§ THE PROBLEM: Once the line with "M1578 59 1599" is found in the entries below, repeat it and each following line exactly, up to and including the line with "M1457 217 1486 221 1483 246 1454 243Z". Add no other lines.

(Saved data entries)

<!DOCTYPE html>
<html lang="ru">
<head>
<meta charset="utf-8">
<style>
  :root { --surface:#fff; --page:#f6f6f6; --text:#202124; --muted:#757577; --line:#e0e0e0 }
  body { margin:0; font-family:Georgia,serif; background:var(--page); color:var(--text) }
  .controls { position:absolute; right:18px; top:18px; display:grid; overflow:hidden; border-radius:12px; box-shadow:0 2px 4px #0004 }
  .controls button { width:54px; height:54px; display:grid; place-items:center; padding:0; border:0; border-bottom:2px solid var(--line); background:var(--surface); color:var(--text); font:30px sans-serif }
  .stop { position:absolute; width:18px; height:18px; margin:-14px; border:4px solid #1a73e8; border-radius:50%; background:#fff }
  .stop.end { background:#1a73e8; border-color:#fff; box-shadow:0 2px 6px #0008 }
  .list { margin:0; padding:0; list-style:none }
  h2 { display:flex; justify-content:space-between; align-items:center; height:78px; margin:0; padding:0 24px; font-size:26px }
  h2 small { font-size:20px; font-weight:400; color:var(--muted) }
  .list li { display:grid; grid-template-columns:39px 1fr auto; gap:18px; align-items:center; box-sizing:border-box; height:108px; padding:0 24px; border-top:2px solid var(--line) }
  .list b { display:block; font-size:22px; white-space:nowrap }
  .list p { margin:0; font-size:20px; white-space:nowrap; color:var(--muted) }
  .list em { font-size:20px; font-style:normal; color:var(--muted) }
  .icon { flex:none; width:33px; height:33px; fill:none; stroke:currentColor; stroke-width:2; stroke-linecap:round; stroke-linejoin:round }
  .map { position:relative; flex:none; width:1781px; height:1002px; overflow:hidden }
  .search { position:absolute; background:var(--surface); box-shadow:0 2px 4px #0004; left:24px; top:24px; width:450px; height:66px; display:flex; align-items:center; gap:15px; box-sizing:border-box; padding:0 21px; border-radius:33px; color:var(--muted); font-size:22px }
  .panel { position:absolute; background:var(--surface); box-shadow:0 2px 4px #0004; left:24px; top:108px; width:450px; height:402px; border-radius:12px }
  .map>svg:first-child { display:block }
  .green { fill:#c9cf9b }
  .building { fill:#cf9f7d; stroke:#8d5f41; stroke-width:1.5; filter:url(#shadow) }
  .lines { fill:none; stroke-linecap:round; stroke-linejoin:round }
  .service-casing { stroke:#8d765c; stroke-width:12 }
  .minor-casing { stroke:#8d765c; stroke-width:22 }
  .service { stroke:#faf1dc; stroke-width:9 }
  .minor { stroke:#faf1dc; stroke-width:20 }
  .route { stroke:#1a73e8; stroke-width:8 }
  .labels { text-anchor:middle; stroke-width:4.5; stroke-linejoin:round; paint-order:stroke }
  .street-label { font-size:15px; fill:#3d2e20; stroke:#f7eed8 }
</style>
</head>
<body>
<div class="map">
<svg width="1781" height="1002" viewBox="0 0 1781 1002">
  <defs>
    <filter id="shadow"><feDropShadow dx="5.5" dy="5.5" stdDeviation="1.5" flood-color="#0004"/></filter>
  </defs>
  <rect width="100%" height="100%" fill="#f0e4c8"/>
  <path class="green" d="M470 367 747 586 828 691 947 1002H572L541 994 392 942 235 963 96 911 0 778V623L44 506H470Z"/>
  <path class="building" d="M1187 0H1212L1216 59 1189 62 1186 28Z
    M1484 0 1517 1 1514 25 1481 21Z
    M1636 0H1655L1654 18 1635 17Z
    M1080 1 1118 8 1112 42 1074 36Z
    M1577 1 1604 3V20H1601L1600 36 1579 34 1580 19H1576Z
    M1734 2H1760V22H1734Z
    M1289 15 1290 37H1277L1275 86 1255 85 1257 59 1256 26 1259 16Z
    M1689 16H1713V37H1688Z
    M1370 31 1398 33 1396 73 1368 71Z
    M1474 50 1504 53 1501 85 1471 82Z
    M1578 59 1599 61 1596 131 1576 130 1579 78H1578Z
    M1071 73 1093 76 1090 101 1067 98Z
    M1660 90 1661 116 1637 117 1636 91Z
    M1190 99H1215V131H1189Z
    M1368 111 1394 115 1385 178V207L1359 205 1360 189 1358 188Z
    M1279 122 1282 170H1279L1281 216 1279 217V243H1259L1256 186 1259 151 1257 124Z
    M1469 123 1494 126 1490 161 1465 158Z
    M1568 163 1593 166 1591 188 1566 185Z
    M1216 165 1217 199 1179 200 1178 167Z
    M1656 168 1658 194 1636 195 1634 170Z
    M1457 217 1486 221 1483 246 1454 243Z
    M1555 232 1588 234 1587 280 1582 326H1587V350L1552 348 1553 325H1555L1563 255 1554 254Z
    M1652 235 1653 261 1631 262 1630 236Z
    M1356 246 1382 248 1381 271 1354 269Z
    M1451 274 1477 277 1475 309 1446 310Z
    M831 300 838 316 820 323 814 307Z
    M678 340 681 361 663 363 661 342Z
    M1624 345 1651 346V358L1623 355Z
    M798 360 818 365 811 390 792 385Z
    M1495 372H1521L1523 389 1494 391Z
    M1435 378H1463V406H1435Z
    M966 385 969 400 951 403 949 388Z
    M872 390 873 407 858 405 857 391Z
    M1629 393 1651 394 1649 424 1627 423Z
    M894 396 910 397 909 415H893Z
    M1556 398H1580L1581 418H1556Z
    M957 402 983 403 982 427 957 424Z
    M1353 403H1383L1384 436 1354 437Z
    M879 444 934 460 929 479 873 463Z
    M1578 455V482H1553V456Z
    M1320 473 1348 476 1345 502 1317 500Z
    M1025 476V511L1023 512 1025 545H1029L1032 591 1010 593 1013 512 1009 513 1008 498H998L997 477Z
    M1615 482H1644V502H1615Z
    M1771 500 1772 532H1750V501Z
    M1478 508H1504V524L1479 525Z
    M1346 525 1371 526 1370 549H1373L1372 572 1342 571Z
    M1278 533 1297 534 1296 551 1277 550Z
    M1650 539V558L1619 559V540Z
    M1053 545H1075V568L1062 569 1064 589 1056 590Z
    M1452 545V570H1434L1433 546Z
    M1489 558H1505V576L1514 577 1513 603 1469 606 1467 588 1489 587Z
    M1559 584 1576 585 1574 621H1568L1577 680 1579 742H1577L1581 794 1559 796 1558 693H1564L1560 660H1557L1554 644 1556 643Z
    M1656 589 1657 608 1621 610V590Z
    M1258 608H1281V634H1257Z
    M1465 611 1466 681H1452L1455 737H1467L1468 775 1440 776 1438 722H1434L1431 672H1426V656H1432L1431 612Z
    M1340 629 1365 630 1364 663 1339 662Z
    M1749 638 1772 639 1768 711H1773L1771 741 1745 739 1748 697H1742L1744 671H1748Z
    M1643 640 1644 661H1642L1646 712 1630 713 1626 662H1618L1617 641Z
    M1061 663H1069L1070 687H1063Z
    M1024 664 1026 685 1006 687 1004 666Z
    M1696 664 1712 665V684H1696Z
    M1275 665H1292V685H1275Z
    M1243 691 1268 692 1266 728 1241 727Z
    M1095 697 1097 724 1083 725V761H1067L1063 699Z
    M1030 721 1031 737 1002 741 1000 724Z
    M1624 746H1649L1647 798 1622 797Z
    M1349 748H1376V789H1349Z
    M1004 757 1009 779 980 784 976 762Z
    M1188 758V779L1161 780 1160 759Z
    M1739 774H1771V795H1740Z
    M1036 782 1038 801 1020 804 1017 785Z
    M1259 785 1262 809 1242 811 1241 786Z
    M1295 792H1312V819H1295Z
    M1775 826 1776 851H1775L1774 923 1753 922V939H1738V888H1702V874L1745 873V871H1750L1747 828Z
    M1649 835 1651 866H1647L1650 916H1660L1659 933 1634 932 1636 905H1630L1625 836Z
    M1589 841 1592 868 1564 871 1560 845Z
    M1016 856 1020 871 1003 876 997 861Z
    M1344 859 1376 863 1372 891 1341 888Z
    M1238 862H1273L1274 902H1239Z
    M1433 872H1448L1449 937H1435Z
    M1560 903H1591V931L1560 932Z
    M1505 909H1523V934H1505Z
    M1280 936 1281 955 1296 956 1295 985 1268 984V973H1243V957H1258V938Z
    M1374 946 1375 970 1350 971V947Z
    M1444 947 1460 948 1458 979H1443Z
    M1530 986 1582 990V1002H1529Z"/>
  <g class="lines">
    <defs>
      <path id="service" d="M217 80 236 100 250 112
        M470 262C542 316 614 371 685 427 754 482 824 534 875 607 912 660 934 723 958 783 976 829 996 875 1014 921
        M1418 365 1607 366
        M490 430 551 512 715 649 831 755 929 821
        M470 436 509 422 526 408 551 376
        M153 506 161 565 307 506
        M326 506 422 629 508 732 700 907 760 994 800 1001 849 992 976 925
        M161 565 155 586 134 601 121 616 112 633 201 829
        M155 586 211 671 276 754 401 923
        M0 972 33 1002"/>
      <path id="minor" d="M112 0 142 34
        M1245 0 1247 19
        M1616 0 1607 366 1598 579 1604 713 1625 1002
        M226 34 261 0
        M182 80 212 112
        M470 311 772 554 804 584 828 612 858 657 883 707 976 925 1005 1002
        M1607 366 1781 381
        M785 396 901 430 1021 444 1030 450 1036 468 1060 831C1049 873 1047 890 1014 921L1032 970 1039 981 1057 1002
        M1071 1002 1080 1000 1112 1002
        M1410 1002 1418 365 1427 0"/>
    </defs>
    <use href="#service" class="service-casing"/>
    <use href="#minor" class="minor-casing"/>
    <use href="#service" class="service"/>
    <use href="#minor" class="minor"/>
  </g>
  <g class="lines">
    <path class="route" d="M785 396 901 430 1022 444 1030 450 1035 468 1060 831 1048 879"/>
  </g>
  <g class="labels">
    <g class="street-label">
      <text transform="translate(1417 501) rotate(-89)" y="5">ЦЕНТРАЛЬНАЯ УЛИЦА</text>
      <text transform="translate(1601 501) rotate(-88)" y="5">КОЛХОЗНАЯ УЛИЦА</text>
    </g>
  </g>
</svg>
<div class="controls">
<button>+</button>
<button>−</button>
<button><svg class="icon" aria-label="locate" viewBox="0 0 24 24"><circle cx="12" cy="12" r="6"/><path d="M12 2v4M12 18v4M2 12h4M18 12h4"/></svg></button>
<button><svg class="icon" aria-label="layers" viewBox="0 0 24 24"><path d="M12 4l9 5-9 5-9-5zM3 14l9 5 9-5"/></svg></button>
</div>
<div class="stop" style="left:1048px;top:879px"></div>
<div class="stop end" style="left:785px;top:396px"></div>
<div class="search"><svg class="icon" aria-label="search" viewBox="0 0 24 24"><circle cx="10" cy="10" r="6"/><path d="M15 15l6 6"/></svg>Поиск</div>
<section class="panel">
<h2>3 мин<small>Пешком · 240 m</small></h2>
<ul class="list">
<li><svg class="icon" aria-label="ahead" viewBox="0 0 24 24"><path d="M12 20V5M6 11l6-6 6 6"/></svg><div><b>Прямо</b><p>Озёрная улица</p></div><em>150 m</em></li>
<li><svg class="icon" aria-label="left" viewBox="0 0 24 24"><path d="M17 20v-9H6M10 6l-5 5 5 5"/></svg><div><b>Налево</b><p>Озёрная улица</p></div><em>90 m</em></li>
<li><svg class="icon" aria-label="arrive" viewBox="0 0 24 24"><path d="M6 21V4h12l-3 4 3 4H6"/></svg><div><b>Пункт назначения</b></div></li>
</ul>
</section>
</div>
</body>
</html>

§ SOLVED EXERCISE:
    M1578 59 1599 61 1596 131 1576 130 1579 78H1578Z
    M1071 73 1093 76 1090 101 1067 98Z
    M1660 90 1661 116 1637 117 1636 91Z
    M1190 99H1215V131H1189Z
    M1368 111 1394 115 1385 178V207L1359 205 1360 189 1358 188Z
    M1279 122 1282 170H1279L1281 216 1279 217V243H1259L1256 186 1259 151 1257 124Z
    M1469 123 1494 126 1490 161 1465 158Z
    M1568 163 1593 166 1591 188 1566 185Z
    M1216 165 1217 199 1179 200 1178 167Z
    M1656 168 1658 194 1636 195 1634 170Z
    M1457 217 1486 221 1483 246 1454 243Z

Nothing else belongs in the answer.